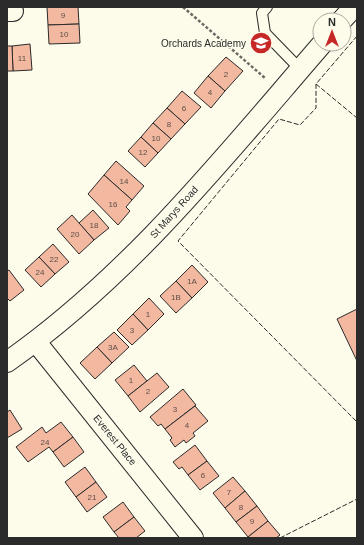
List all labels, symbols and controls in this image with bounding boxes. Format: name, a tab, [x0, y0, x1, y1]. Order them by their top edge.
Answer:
house number: 9	[61, 11, 66, 20]
north arrow	[312, 12, 352, 52]
text: N	[328, 16, 336, 28]
house number: 10	[60, 30, 69, 39]
school or university icon: Orchards Academy	[248, 30, 274, 56]
place label: Orchards Academy	[161, 38, 246, 49]
house number: 11	[18, 54, 27, 63]
house number: 2	[224, 70, 229, 79]
house number: 4	[208, 88, 213, 97]
house number: 6	[182, 104, 187, 113]
house number: 8	[167, 120, 172, 129]
house number: 10	[152, 134, 161, 143]
house number: 12	[139, 148, 148, 157]
house number: 14	[120, 177, 129, 186]
street label: St Marys Road	[148, 184, 200, 240]
house number: 16	[109, 200, 118, 209]
house number: 18	[90, 221, 99, 230]
house number: 20	[71, 230, 80, 239]
house number: 22	[50, 255, 59, 264]
house number: 24	[36, 268, 45, 277]
house number: 1A	[187, 277, 198, 286]
house number: 1B	[171, 293, 181, 302]
house number: 1	[146, 310, 151, 319]
house number: 3	[130, 326, 135, 335]
house number: 3A	[108, 343, 119, 352]
house number: 1	[129, 376, 134, 385]
house number: 2	[146, 387, 151, 396]
house number: 3	[173, 405, 178, 414]
street label: Everest Place	[91, 413, 139, 468]
house number: 4	[185, 421, 190, 430]
house number: 24	[41, 438, 50, 447]
house number: 6	[201, 471, 206, 480]
house number: 7	[227, 488, 232, 497]
house number: 21	[88, 493, 97, 502]
house number: 8	[239, 503, 244, 512]
house number: 9	[250, 517, 255, 526]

- PROBLEM REQUIREMENTS -
For the word "Orchards", count the lines of the data that contain it and report only the total.

- SOLVED PROBLEM -
2